Graded and Pathway-Specific Integration of Insulin, Glucagon, and Time Shapes Hepatic Transcriptional Programs

Abstract

Introduction: Insulin and glucagon are principal regulators of hepatic metabolism [1,2], yet their transcriptional effects are often examined using binary perturbation models that obscure graded and context-dependent regulation. Most studies contrast hormone presence versus absence, limiting resolution of dose-dependent and multivariate integration. This study aimed to determine how continuous variation in insulin and glucagon concentrations, together with incubation time, independently shapes hepatic transcriptional pathway activity.

Methodology: Primary mouse hepatocytes were exposed to multiple concentrations of insulin and glucagon across different incubation times. RNA sequencing was performed to quantify transcriptomes. Pathway activity was inferred using Gene Set Variation Analysis (GSVA) across all 50 Hallmark gene sets [3-4]. For each pathway, additive linear models were fitted to estimate independent contributions of log2-transformed insulin concentration, log2-transformed glucagon concentration, and incubation time. Effect sizes and adjusted R² values were used to assess pathway-specific regulation and relative contributions of hormonal and temporal effects.

Results & Discussion: Insulin emerged as the dominant hormonal regulator, exerting graded and pathway-specific effects rather than binary responses. Metabolic and anabolic pathways, including glycolysis, mTORC1 signaling, and cholesterol homeostasis, showed positive insulin-associated coefficients with variable effect sizes, indicating differential sensitivity to insulin concentration. In contrast, glucagon rarely exhibited strong independent main effects. When present, glucagon-associated coefficients were typically opposite in direction to insulin, consistent with antagonistic rather than synergistic regulation.

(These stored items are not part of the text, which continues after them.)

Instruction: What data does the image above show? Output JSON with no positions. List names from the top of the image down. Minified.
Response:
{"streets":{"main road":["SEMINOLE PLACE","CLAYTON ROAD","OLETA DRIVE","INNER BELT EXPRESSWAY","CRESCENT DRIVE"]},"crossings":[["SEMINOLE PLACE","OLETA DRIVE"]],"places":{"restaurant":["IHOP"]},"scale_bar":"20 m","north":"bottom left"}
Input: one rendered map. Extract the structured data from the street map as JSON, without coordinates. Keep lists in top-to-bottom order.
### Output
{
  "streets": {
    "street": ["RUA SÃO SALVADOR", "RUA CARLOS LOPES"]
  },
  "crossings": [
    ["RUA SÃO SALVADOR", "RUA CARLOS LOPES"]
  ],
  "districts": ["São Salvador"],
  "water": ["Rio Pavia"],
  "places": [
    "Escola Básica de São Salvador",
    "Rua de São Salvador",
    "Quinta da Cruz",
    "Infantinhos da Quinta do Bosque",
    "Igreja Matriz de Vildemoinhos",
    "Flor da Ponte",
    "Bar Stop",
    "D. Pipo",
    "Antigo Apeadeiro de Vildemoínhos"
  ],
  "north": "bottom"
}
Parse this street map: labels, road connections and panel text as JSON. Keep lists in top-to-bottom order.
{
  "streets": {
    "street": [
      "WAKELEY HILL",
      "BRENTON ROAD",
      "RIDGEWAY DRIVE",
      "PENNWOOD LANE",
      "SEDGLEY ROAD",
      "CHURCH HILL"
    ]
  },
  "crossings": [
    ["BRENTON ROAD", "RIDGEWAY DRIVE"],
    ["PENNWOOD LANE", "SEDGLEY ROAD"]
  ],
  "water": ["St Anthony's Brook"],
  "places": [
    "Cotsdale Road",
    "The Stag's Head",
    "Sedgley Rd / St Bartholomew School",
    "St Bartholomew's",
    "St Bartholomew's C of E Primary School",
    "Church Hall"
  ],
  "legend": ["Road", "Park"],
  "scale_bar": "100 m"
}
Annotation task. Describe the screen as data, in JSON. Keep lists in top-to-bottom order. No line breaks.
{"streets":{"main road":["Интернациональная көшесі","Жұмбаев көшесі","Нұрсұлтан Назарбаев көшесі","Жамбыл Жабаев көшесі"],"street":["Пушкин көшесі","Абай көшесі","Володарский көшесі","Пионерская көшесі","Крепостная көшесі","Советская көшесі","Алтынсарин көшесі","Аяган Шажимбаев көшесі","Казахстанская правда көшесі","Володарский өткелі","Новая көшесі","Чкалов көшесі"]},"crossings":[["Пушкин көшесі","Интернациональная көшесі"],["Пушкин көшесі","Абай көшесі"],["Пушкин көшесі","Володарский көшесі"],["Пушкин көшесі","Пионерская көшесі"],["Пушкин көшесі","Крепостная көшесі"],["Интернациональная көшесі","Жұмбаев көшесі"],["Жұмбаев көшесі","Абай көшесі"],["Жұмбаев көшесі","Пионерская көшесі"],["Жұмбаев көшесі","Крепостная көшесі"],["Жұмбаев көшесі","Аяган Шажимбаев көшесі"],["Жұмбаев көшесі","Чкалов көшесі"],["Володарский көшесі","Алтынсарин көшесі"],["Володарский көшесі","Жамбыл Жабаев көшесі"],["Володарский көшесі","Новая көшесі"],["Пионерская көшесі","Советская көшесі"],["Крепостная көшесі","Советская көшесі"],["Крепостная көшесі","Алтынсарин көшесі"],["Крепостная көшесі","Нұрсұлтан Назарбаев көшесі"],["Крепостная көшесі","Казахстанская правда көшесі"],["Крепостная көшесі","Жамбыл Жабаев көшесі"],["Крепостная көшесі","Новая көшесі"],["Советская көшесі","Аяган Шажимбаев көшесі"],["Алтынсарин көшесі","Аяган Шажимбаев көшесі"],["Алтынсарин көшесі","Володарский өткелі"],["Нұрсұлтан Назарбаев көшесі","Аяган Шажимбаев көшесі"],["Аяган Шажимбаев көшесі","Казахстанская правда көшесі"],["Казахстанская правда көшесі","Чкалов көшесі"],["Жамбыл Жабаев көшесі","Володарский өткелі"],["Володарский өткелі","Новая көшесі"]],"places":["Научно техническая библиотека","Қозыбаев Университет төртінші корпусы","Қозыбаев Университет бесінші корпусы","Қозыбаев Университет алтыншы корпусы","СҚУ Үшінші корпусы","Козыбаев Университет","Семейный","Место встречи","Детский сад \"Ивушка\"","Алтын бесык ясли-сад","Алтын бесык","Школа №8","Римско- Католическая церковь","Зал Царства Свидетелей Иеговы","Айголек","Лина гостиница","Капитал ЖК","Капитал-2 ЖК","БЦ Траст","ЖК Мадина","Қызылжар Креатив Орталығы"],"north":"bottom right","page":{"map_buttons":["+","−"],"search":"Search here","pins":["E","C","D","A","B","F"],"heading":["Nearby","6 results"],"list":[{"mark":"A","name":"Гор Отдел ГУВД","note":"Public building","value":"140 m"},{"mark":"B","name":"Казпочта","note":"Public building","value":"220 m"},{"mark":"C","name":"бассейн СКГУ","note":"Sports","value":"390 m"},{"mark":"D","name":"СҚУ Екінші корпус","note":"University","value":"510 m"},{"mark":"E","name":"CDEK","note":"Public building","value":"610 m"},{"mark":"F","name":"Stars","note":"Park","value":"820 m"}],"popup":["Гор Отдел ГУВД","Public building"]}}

Only a limited subset of pathways-primarily central metabolic signaling hubs-showed strong contributions from both hormones, and these effects were predominantly antagonistic. No pathway demonstrated strong concordant regulation by insulin and glucagon. Incubation time was a major independent determinant of pathway activity. Cell cycle-and transcription-associated programs, including E2F, MYC, and G2M checkpoint pathways, were strongly time-dependent and frequently exceeded hormonal contributions, indicating progressive transcriptional adaptation during in vitro incubation.

Conclusion: Hepatic transcriptional pathway regulation reflects graded, pathway-specific insulin responsiveness, limited independent glucagon effects, and strong time-dependent adaptation. These findings demonstrate that endocrine integration at the pathway level cannot be fully captured by binary hormone perturbation designs and underscore the importance of continuous multivariate modeling approaches [5].